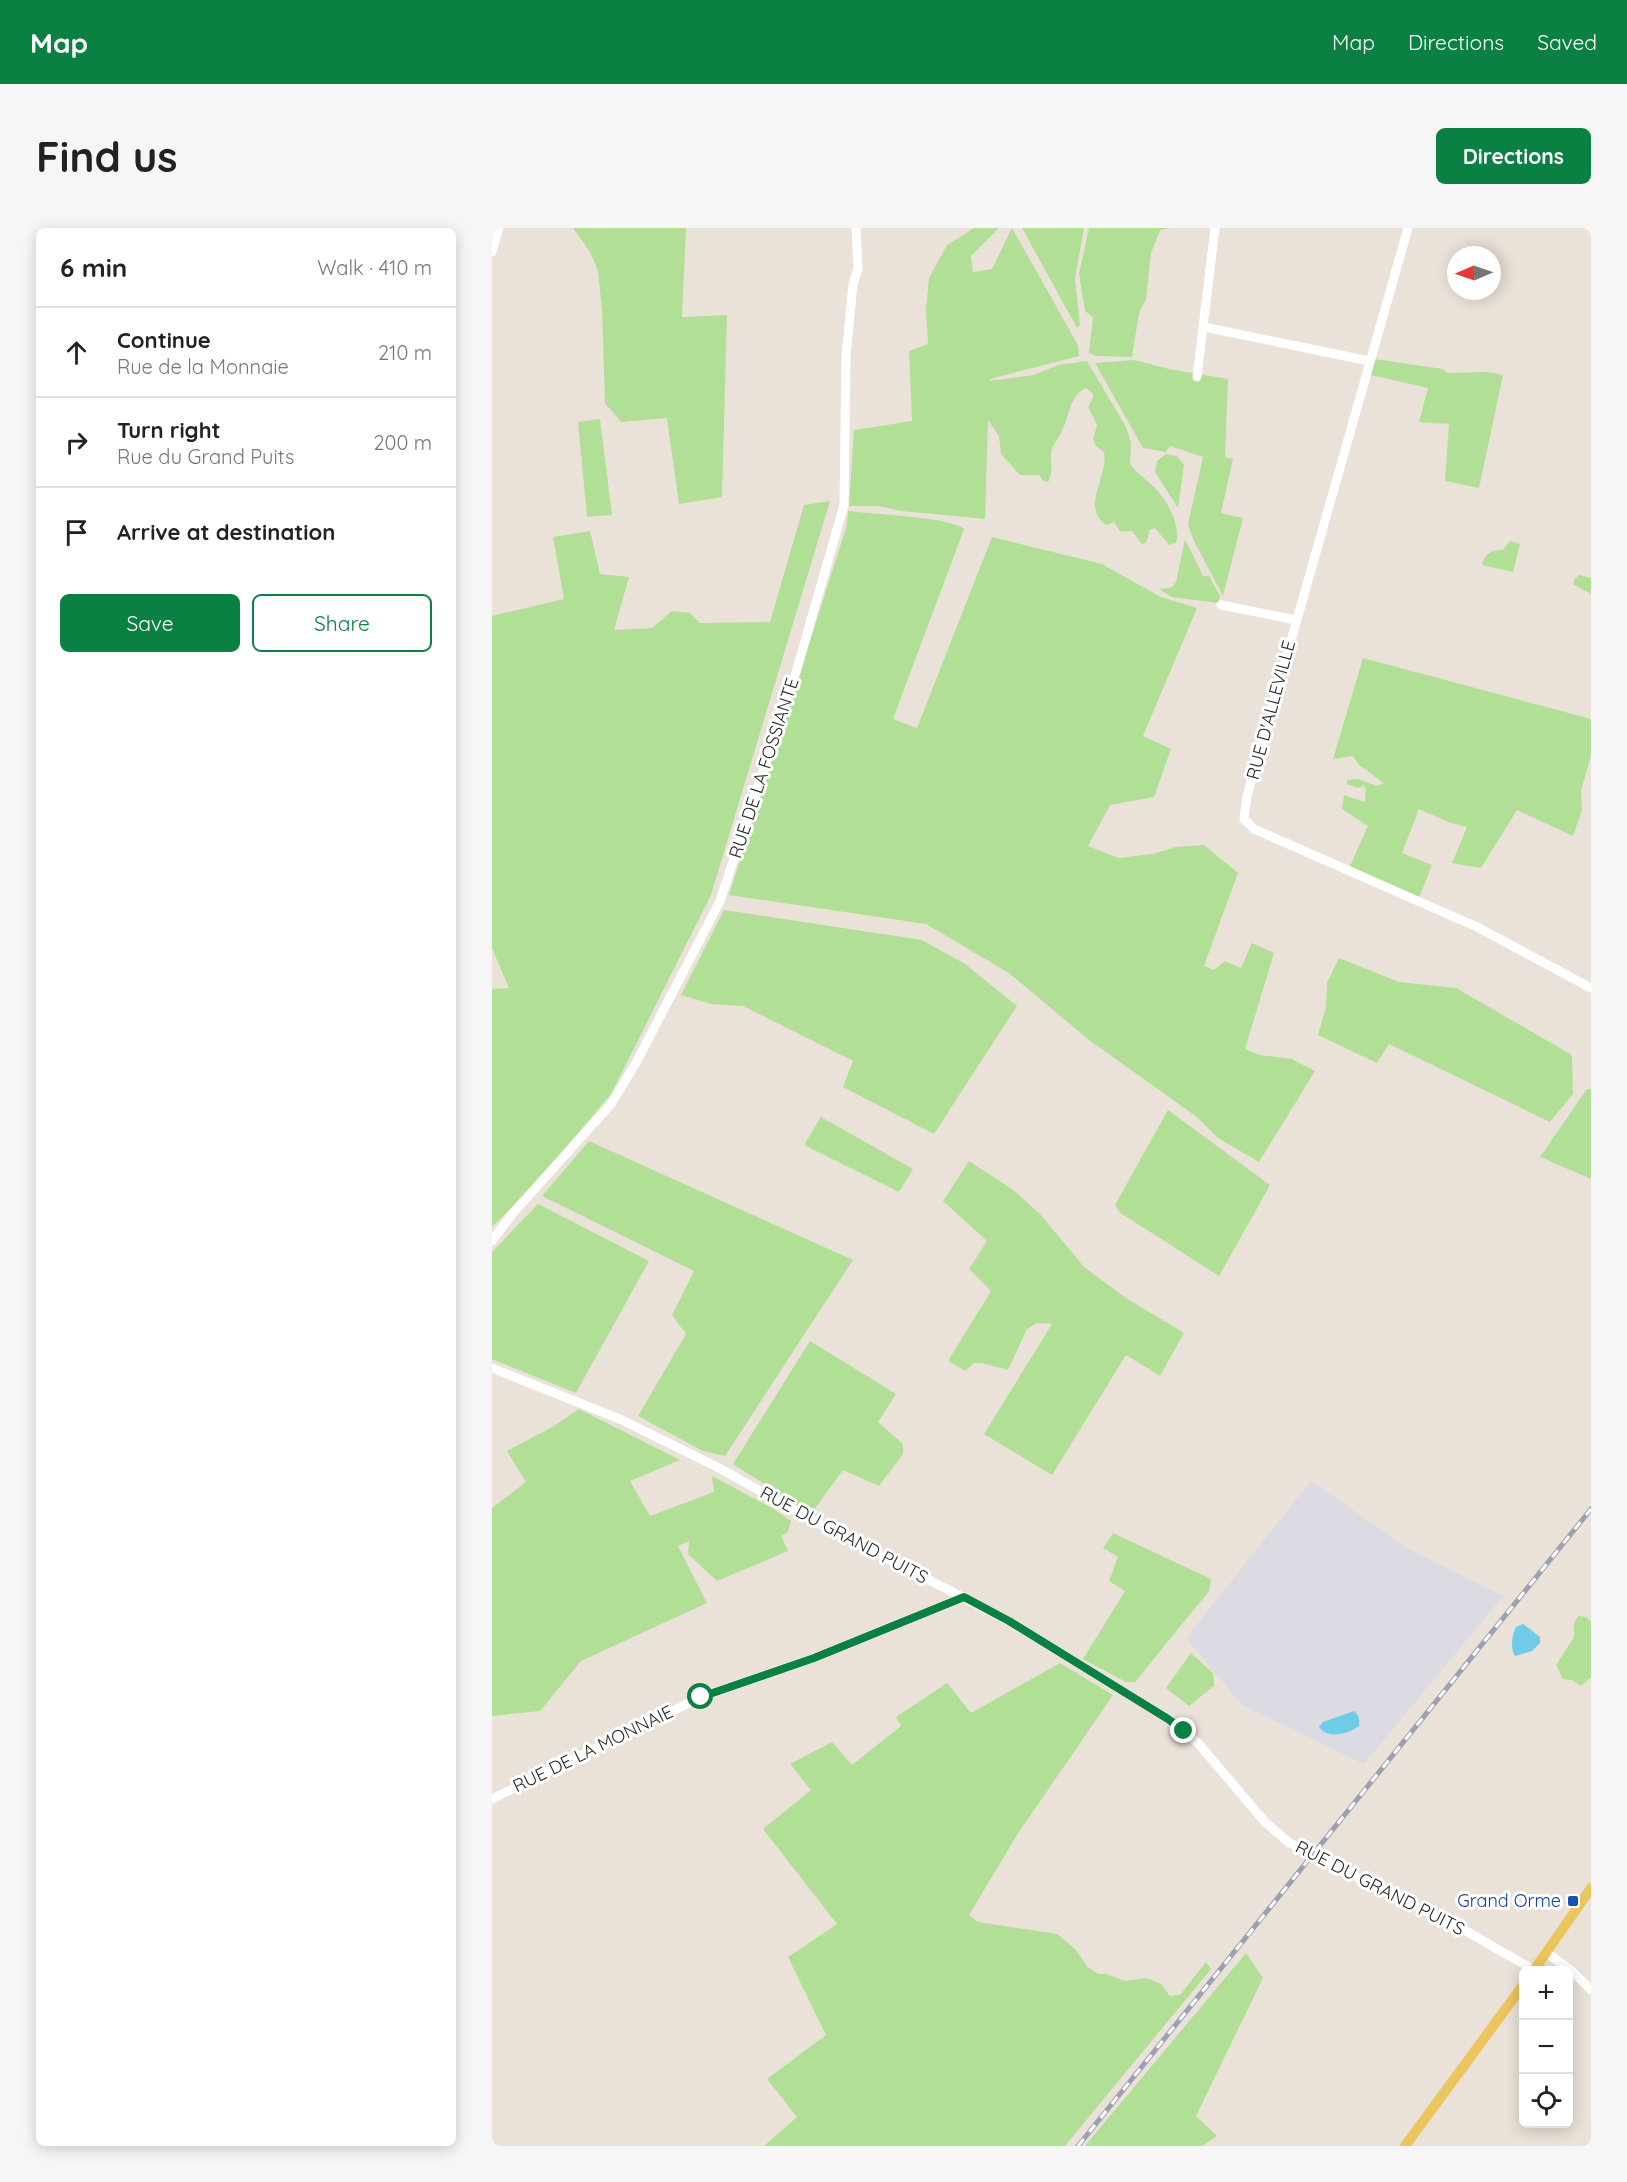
<!DOCTYPE html>
<meta charset="utf-8">
<style>
body{margin:0;font-family:Quicksand,sans-serif;background:#f6f6f6;color:#222}
.controls{position:absolute;right:18px;bottom:18px;display:grid;overflow:hidden;border-radius:9px;box-shadow:0 3px 15px #0003}
.controls button{width:54px;height:54px;display:grid;place-items:center;padding:0;border:0;border-bottom:2px solid #e0e0e0;background:#fff;color:#222;font:30px sans-serif}
.compass{position:absolute;left:955px;top:18px;width:54px;height:54px;border-radius:50%;background:#fff;box-shadow:0 3px 15px #0003;rotate:268deg}
.stop{position:absolute;width:18px;height:18px;margin:-14px;border:4px solid #0b8043;border-radius:50%;background:#fff}
.stop.end{background:#0b8043;border-color:#fff;box-shadow:0 2px 6px #0008}
.list{margin:0;padding:0;list-style:none}
h2{display:flex;justify-content:space-between;align-items:center;height:78px;margin:0;padding:0 24px;font-size:26px}
h2 small{font-size:20px;font-weight:400;color:#767676}
.list li{display:grid;grid-template-columns:39px 1fr auto;gap:18px;align-items:center;box-sizing:border-box;height:90px;padding:0 24px;border-top:2px solid #e0e0e0}
.list b{display:block;font-size:22px;white-space:nowrap}
.list p{margin:0;font-size:20px;white-space:nowrap;color:#767676}
.list em{font-size:20px;font-style:normal;color:#767676}
.actions{display:flex;gap:12px;padding:18px 24px}
.actions a{flex:1;padding:14px 0;border:2px solid #0b8043;border-radius:9px;text-align:center;font-size:21px;color:#0b8043}
.actions .main{background:#0b8043;color:#fff}
.icon{flex:none;width:33px;height:33px;fill:none;stroke:currentColor;stroke-width:2;stroke-linecap:round;stroke-linejoin:round}
.map{position:relative;flex:none;width:1099px;height:1918px;overflow:hidden;border-radius:9px}
header{display:flex;align-items:center;gap:36px;box-sizing:border-box;height:84px;padding:0 30px;background:#0b8043;color:#fff}
header strong{font-size:28px}
nav{display:flex;gap:33px;margin-inline-start:auto;font-size:21px}
.intro{display:flex;align-items:center;justify-content:space-between;box-sizing:border-box;height:144px;padding:0 36px}
h1{margin:0;font-size:42px}
.button{padding:15px 27px;border-radius:9px;background:#0b8043;color:#fff;font-size:21px;font-weight:700}
main{display:flex;gap:36px;padding:0 36px}
aside{flex:1;background:#fff;border-radius:9px;box-shadow:0 3px 15px #0003}
.map>svg:first-child{display:block}
.industrial{fill:#dcdae2}
.green{fill:#b1df96}
.water{fill:#6ecce9}
.lines{fill:none;stroke-linecap:round;stroke-linejoin:round}
.minor{stroke:#fff;stroke-width:9}
.major{stroke:#ebc55d;stroke-width:10}
.rail-casing{stroke:#9ca0b1;stroke-width:5}
.rail{stroke:#fff;stroke-width:3;stroke-dasharray:9;stroke-linecap:butt}
.route{stroke:#0b8043;stroke-width:8}
.transit-dot{fill:#1a4fb4;stroke:#fff;stroke-width:2}
.labels{text-anchor:middle;stroke-width:6;stroke-linejoin:round;paint-order:stroke}
.street-label{font-size:18px;fill:#272727;stroke:#fff}
.transit-label{font-size:18px;fill:#164399;stroke:#fff;text-anchor:end}
</style>
<header>
<strong>Map</strong>
<nav><a>Map</a><a>Directions</a><a>Saved</a></nav>
</header>
<div class="intro"><h1>Find us</h1><a class="button">Directions</a></div>
<main>
<aside>
<h2>6 min<small>Walk · 410 m</small></h2>
<ul class="list">
<li><svg class="icon" aria-label="ahead" viewBox="0 0 24 24"><path d="M12 20V5M6 11l6-6 6 6"/></svg><div><b>Continue</b><p>Rue de la Monnaie</p></div><em>210 m</em></li>
<li><svg class="icon" aria-label="right" viewBox="0 0 24 24"><path d="M7 20v-9h11M14 6l5 5-5 5"/></svg><div><b>Turn right</b><p>Rue du Grand Puits</p></div><em>200 m</em></li>
<li><svg class="icon" aria-label="arrive" viewBox="0 0 24 24"><path d="M6 21V4h12l-3 4 3 4H6"/></svg><div><b>Arrive at destination</b></div></li>
</ul>
<div class="actions"><a class="main">Save</a><a>Share</a></div>
</aside>
<div class="map">
<svg width="1099" height="1918" viewBox="0 0 1099 1918">
<rect width="100%" height="100%" fill="#eae2d9"/>
<path class="industrial" d="M819,1253L917,1321L1011,1368L872,1536L750,1477L694,1410Z"/>
<g class="green">
<path d="M81,0H194L190,89L235,87L230,269L187,276L175,190L129,194L113,175L110,82L106,43L98,24Z"/>
<path d="M482,0H507L479,28L481,44L500,41L520,0L586,117L587,128L498,151L497,153L542,147L566,137L595,133L634,199L639,215L638,236C645,246 654,251 662,259C675,272 689,297 684,315L677,317L663,300L658,302L654,315L650,316L640,303C625,304 630,305 622,294L614,297C588,279 617,248 612,224L604,218L601,211L605,197L596,179L601,170V166L594,160C576,169 578,189 569,205C565,213 560,217 559,226C558,237 562,244 556,254L551,253L547,247H528L509,226L507,208L496,192L493,291L410,283L386,278H357L362,202L420,193L417,123L436,116L434,82L437,50L455,17Z"/>
<path d="M530,0H592L583,51L588,97L585,100Z"/>
<path d="M597,0H679L668,2L659,25L654,71L647,85L640,129L604,128L597,125L601,89L593,83L587,46Z"/>
<path d="M883,131L951,141L955,145L995,144L1011,147L987,260L953,253L957,196L927,194L936,160L879,147Z"/>
<path d="M642,132L677,141L736,151L733,229L741,231L729,285L751,290L731,368L701,311L696,296L711,229L678,218L674,224L651,220L603,135Z"/>
<path d="M108,191L120,287L95,289L86,194Z"/>
<path d="M674,226L685,228L692,237L686,280L663,244L665,233Z"/>
<path d="M338,273L219,667L119,866L44,955L0,999V761L17,760L0,720V388L72,371L61,309L98,303L108,346L137,349L122,402L160,400L180,383L198,385L208,395L278,394L312,277Z"/>
<path d="M356,283C378,286 460,289 472,301L401,491L425,500L500,309L610,336L669,369L705,380L651,508L679,521L662,569L618,577L596,618L627,630L660,626L684,619L712,617L746,645L712,738L722,742L733,733L749,740L760,715L782,725L753,821L768,827L800,831L823,843L767,934L726,910L705,889L597,812L517,745L434,696L237,667L355,297Z"/>
<path d="M693,311L711,348H717L728,368L726,375L680,369L667,361L679,360L684,354Z"/>
<path d="M1018,313L1028,316L1021,344L990,337C993,325 999,322 1011,322Z"/>
<path d="M1087,347L1099,350V366L1081,356L1082,352Z"/>
<path d="M871,430L1099,491V527L1089,563L1090,582L1081,608L1025,582L989,640L960,635L975,599L956,594L927,581L910,625L940,637L927,670L858,638L876,598L850,581L852,567L873,574L874,562L872,557L866,560L855,556V552L866,551L885,558L892,555L867,537L861,528L841,531Z"/>
<path d="M232,682L430,712L473,736L525,778L442,906L351,859L361,833L251,778L219,776L189,767Z"/>
<path d="M847,730L907,754L964,760L1080,827L1081,866L1058,894L897,816L885,835L826,807L834,779L835,755Z"/>
<path d="M1095,861H1099V951L1048,929Z"/>
<path d="M676,882L778,957L727,1048L627,984L623,977Z"/>
<path d="M329,889L421,941L407,964L312,917Z"/>
<path d="M97,913L361,1032L233,1228L211,1223L146,1188L194,1106L180,1087L202,1043L50,968Z"/>
<path d="M477,933L520,961L548,986L592,1039L634,1070L692,1105L668,1148L634,1127L560,1247L492,1206L560,1096L545,1095L535,1101L516,1142L490,1135H482L473,1143L456,1133L499,1063L477,1041L495,1013L451,973Z"/>
<path d="M46,976L157,1033L84,1165L0,1131V1024Z"/>
<path d="M318,1113L404,1166L386,1194L411,1216V1226L387,1258L351,1242L319,1286L241,1236Z"/>
<path d="M87,1181L188,1232L138,1253L158,1288L222,1264L220,1248L280,1280L299,1293L296,1304L289,1308L296,1323L225,1353L196,1326L197,1313L186,1318L215,1375L89,1433L48,1483L0,1488V1280L34,1254L15,1223L62,1198Z"/>
<path d="M621,1305L719,1351L717,1363L643,1454H634L591,1431L633,1363L617,1353L626,1329L611,1320Z"/>
<path d="M1086,1388L1094,1389L1099,1394V1449L1089,1458L1080,1452L1071,1451L1064,1437L1082,1409V1396Z"/>
<path d="M699,1425L721,1445L722,1458L697,1478L674,1460Z"/>
<path d="M568,1435L621,1467L525,1607L477,1687L486,1694L565,1706L583,1721L596,1739L606,1746H614L634,1753L654,1750L669,1756L678,1768L688,1767L714,1734L719,1741L573,1918H272L305,1889L275,1851L334,1807L296,1729L345,1696L271,1601L319,1562L298,1536L340,1514L360,1537L409,1498L404,1489L455,1455L479,1485Z"/>
<path d="M754,1725L771,1750L704,1888L725,1908L710,1918H593Z"/>
</g>
<g class="water">
<path d="M1031,1396L1048,1409V1415L1040,1423L1023,1428C1018,1421 1020,1406 1024,1399Z"/>
<path d="M862,1483C867,1488 868,1492 867,1498C855,1507 835,1511 827,1499L831,1494Z"/>
</g>
<g class="lines">
<g class="minor">
<path d="M916,0L755,568L752,591L762,601L985,699L1099,760"/>
<path d="M0,24L7,0"/>
<path d="M712,99L877,133"/>
<path d="M705,149L723,0"/>
<path d="M729,377L804,392"/>
<path d="M0,1013L21,985L119,876L144,835L228,673L305,441L352,277L354,128L361,56L366,41L364,0"/>
<path d="M0,1140L130,1192L229,1241L320,1292L517,1393L676,1491L706,1515L772,1593L796,1614L820,1627L974,1703L1042,1742"/>
<path d="M0,1571L209,1469L322,1430L472,1369"/>
<path d="M1055,1725L1079,1742L1099,1762"/>
</g>
<g class="major">
<path d="M1042,1742L1099,1660"/>
<path d="M913,1918L1032,1756"/>
</g>
<defs>
<path id="rail" d="M586,1918L1099,1281"/>
</defs>
<use href="#rail" class="rail-casing"/>
<use href="#rail" class="rail"/>
</g>
<g class="lines">
<path class="route" d="M209,1469L322,1430L472,1369L517,1393L676,1491L692,1503"/>
</g>
<rect class="transit-dot" x="1075" y="1667" width="12" height="12" rx="3"/>
<g class="labels">
<g class="street-label">
<text transform="translate(779 482) rotate(-75)" y="6">RUE D'ALLEVILLE</text>
<text transform="translate(272 540) rotate(-72)" y="6">RUE DE LA FOSSIANTE</text>
<text transform="translate(352 1307) rotate(28)" y="6">RUE DU GRAND PUITS</text>
<text transform="translate(101 1521) rotate(-26)" y="6">RUE DE LA MONNAIE</text>
<text transform="translate(888 1660) rotate(27)" y="6">RUE DU GRAND PUITS</text>
</g>
<g class="transit-label">
<text x="1069" y="1679">Grand Orme</text>
</g>
</g>
</svg>
<div class="controls">
<button>+</button>
<button>−</button>
<button><svg class="icon" aria-label="locate" viewBox="0 0 24 24"><circle cx="12" cy="12" r="6"/><path d="M12 2v4M12 18v4M2 12h4M18 12h4"/></svg></button>
</div>
<svg class="compass" viewBox="-18 -18 36 36"><path d="M0-13l5 13h-10z" fill="#e53935"/><path d="M0 13l5-13h-10z" fill="#767676"/></svg>
<div class="stop" style="left:209px;top:1469px"></div>
<div class="stop end" style="left:692px;top:1503px"></div>
</div>
</main>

Instructions for the task → Where does the string "absolute" occur in the data above? Copy every line that holds it.

Finished task →
.controls{position:absolute;right:18px;bottom:18px;display:grid;overflow:hidden;border-radius:9px;box-shadow:0 3px 15px #0003}
.compass{position:absolute;left:955px;top:18px;width:54px;height:54px;border-radius:50%;background:#fff;box-shadow:0 3px 15px #0003;rotate:268deg}
.stop{position:absolute;width:18px;height:18px;margin:-14px;border:4px solid #0b8043;border-radius:50%;background:#fff}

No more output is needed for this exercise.